Stored data entries:
════════

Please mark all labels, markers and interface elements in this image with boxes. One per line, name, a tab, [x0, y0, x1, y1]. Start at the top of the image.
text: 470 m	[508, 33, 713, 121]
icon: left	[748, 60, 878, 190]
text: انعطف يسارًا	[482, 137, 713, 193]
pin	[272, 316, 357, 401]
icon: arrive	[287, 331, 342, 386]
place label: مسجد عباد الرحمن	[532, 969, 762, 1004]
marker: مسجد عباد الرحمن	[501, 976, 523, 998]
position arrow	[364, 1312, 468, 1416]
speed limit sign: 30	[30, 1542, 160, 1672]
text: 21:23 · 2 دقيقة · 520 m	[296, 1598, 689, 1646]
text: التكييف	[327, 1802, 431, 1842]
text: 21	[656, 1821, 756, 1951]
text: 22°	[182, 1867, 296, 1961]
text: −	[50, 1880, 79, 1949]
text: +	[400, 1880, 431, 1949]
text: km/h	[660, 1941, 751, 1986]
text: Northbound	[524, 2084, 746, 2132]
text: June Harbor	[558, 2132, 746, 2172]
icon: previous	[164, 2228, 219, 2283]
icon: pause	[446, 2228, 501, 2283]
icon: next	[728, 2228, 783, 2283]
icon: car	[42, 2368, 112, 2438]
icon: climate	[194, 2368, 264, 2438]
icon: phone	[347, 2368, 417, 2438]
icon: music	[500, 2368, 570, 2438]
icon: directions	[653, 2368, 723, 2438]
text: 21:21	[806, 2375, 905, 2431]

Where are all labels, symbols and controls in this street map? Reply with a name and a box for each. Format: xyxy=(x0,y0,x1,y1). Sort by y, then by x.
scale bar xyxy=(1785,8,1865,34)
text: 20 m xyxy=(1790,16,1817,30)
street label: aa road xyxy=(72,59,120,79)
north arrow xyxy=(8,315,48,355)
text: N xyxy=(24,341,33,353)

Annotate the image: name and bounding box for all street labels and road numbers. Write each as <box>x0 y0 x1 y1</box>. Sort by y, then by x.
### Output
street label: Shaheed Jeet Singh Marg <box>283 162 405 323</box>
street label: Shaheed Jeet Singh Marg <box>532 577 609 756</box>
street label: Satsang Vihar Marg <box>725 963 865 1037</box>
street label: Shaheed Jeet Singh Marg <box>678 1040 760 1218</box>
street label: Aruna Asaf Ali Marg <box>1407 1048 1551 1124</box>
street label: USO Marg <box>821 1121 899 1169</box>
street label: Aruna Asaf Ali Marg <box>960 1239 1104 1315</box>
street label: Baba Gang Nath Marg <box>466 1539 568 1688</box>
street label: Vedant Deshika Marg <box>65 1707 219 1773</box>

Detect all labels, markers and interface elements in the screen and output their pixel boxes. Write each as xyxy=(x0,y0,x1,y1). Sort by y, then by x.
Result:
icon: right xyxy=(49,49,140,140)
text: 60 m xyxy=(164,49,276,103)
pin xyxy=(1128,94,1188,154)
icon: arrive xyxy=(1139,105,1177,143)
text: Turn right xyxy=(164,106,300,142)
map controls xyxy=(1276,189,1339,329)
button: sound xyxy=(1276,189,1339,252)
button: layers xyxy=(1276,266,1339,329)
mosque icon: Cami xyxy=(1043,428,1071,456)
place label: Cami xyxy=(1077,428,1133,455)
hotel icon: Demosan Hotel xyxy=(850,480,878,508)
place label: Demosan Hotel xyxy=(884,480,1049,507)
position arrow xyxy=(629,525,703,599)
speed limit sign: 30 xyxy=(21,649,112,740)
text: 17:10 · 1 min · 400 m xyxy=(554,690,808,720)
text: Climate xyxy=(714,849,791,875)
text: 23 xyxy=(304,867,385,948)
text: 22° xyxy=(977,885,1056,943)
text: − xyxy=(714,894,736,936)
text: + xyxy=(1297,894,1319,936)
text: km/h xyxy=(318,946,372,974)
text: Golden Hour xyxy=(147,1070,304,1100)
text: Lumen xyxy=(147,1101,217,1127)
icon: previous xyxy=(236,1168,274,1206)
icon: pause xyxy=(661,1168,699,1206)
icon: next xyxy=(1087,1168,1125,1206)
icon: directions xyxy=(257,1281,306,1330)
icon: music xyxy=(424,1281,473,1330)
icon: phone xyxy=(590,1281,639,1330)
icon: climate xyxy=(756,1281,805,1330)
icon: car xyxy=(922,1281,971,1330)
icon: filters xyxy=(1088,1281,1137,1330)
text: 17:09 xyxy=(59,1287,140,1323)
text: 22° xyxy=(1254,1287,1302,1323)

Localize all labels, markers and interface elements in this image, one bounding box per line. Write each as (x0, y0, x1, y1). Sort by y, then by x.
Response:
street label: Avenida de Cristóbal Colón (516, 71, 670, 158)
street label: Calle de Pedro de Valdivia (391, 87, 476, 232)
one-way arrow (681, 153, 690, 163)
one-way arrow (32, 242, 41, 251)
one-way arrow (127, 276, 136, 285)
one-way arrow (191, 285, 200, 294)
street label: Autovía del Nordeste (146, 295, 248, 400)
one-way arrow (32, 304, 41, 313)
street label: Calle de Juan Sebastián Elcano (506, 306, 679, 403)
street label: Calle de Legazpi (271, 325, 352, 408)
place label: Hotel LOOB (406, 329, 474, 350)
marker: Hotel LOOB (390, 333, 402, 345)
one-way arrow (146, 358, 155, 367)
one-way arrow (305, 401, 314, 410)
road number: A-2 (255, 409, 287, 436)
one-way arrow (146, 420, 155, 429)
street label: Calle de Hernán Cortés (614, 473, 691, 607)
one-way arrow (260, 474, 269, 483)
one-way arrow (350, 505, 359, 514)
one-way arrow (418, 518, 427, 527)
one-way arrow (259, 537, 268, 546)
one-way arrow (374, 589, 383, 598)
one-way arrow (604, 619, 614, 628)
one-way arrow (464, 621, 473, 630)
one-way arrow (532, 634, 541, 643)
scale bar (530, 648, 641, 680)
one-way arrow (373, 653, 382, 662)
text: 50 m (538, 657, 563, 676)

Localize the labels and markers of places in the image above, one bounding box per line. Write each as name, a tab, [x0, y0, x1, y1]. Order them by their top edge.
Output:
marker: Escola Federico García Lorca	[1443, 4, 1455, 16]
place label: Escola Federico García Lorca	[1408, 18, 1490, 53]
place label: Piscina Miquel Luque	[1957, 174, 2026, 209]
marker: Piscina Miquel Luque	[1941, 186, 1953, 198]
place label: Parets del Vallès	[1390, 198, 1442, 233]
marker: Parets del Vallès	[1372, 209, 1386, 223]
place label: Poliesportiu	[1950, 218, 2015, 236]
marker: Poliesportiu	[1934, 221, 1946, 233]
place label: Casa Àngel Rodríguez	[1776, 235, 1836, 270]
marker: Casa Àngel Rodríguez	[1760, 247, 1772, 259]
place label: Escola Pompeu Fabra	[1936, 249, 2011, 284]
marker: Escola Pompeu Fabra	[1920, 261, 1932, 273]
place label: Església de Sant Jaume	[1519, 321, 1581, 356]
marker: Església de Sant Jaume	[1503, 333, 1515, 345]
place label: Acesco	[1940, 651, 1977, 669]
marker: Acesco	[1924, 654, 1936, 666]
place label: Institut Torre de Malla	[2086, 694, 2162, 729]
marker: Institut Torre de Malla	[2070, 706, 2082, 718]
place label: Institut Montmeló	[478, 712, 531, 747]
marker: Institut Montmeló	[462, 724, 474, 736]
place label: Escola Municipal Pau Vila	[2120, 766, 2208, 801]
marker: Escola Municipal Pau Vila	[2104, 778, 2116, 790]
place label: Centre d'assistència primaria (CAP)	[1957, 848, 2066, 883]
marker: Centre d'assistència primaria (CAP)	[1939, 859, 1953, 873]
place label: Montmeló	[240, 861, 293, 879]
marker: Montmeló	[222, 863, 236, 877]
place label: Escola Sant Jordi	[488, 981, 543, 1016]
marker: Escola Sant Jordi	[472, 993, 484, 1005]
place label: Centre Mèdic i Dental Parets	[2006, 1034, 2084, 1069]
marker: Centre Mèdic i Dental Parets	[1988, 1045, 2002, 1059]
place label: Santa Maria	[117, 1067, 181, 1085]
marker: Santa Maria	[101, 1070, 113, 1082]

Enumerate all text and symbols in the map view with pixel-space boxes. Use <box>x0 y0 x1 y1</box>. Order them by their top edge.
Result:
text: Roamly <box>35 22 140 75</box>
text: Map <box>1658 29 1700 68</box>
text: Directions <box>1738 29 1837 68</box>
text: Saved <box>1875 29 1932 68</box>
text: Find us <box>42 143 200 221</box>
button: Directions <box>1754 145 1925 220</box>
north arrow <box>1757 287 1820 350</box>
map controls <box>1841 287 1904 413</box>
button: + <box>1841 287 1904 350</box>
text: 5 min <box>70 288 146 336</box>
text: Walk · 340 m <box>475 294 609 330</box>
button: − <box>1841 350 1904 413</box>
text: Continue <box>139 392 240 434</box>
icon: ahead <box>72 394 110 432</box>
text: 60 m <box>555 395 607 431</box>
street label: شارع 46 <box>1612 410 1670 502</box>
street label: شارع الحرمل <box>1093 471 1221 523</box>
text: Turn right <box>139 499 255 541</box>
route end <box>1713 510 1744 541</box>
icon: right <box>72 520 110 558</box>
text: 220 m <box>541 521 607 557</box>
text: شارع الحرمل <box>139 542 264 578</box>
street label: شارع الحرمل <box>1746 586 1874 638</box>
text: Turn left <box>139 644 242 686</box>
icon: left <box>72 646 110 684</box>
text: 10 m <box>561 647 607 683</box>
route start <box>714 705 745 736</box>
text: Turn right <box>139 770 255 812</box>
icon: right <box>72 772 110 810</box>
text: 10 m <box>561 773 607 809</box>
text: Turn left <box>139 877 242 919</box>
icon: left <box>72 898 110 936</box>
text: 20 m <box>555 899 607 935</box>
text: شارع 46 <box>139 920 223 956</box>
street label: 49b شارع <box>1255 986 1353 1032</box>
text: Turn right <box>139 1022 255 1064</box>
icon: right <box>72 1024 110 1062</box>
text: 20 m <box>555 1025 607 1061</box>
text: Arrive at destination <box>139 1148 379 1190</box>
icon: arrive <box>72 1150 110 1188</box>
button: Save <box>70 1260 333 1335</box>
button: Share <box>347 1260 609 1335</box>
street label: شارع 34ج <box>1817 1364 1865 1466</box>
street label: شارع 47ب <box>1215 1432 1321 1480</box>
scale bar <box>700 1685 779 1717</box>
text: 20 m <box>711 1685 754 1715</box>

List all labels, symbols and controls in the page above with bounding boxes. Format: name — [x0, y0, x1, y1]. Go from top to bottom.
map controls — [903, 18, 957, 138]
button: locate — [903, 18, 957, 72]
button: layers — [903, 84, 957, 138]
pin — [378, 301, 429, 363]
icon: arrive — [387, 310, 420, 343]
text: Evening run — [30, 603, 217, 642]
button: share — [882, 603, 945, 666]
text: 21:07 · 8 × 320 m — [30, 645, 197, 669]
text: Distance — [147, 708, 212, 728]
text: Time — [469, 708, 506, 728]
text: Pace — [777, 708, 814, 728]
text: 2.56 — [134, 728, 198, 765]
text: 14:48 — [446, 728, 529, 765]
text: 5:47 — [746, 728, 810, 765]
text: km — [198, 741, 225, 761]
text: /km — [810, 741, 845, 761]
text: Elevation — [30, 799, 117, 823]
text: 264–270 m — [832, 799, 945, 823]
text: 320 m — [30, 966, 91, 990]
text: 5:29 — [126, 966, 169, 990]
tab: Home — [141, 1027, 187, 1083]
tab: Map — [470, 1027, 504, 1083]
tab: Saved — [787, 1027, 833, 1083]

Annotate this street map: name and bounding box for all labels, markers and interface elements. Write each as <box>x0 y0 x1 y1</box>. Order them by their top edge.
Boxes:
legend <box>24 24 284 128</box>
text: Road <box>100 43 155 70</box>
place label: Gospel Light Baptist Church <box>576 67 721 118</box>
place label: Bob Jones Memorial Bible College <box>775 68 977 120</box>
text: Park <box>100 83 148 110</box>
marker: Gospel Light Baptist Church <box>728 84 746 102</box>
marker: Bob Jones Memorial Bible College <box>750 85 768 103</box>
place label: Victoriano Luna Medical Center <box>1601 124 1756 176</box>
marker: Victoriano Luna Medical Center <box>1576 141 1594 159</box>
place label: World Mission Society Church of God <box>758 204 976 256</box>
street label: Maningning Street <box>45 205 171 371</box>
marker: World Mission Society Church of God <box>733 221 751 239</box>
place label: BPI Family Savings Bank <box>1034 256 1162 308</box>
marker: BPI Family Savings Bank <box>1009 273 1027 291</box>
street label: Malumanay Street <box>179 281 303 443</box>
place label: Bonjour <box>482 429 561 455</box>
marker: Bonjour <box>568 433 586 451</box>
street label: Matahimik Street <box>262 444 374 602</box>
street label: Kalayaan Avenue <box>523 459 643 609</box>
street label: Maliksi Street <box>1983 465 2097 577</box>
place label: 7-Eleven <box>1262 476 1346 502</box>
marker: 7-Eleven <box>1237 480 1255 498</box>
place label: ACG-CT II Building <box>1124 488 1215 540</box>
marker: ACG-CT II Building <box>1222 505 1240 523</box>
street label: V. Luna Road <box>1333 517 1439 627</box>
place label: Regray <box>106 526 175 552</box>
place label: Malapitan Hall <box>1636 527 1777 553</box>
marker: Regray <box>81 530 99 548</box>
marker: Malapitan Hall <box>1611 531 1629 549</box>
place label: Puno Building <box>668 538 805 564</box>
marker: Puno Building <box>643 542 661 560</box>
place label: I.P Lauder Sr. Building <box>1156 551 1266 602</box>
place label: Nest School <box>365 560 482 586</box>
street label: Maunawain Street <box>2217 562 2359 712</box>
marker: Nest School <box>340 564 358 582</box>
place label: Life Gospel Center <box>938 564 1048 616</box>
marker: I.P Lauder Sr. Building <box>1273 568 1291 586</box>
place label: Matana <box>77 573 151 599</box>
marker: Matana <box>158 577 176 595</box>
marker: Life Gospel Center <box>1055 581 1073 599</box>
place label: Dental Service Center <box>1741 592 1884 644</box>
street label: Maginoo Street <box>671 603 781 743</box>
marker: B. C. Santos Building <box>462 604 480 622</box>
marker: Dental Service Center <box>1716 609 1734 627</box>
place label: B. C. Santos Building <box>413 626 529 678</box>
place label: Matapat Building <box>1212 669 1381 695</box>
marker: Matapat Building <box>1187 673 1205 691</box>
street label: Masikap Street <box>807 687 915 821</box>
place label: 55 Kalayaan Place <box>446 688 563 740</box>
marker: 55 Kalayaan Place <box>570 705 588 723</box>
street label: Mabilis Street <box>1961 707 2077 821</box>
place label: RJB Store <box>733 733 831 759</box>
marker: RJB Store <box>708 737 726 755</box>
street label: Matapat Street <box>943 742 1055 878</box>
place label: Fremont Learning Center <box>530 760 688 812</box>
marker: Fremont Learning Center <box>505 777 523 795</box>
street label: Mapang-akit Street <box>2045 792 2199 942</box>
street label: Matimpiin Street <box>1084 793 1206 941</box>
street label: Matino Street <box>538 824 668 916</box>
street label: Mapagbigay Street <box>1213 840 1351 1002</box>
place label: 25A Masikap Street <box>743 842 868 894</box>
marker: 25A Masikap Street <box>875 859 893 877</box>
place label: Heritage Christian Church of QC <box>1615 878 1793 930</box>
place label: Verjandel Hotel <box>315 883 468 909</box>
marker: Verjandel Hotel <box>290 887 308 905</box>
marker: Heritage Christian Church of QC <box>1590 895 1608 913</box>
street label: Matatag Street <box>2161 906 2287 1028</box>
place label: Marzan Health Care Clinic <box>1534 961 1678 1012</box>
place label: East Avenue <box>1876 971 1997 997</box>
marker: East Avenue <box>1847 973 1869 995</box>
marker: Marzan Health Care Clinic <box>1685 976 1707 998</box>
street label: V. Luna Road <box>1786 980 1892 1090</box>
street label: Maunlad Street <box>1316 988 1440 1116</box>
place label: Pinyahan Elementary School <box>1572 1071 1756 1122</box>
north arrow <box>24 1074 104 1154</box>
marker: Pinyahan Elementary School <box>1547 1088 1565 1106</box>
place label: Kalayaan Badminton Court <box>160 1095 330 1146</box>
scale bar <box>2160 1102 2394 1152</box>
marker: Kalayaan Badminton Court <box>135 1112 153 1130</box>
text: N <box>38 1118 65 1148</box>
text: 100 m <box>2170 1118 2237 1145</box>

════════

WHAT IS BEING ASKED: Taking the records above as input, show every line in which the word "Santos" is present.

RESULT FOR THIS EXERCISE:
marker: B. C. Santos Building <box>462 604 480 622</box>
place label: B. C. Santos Building <box>413 626 529 678</box>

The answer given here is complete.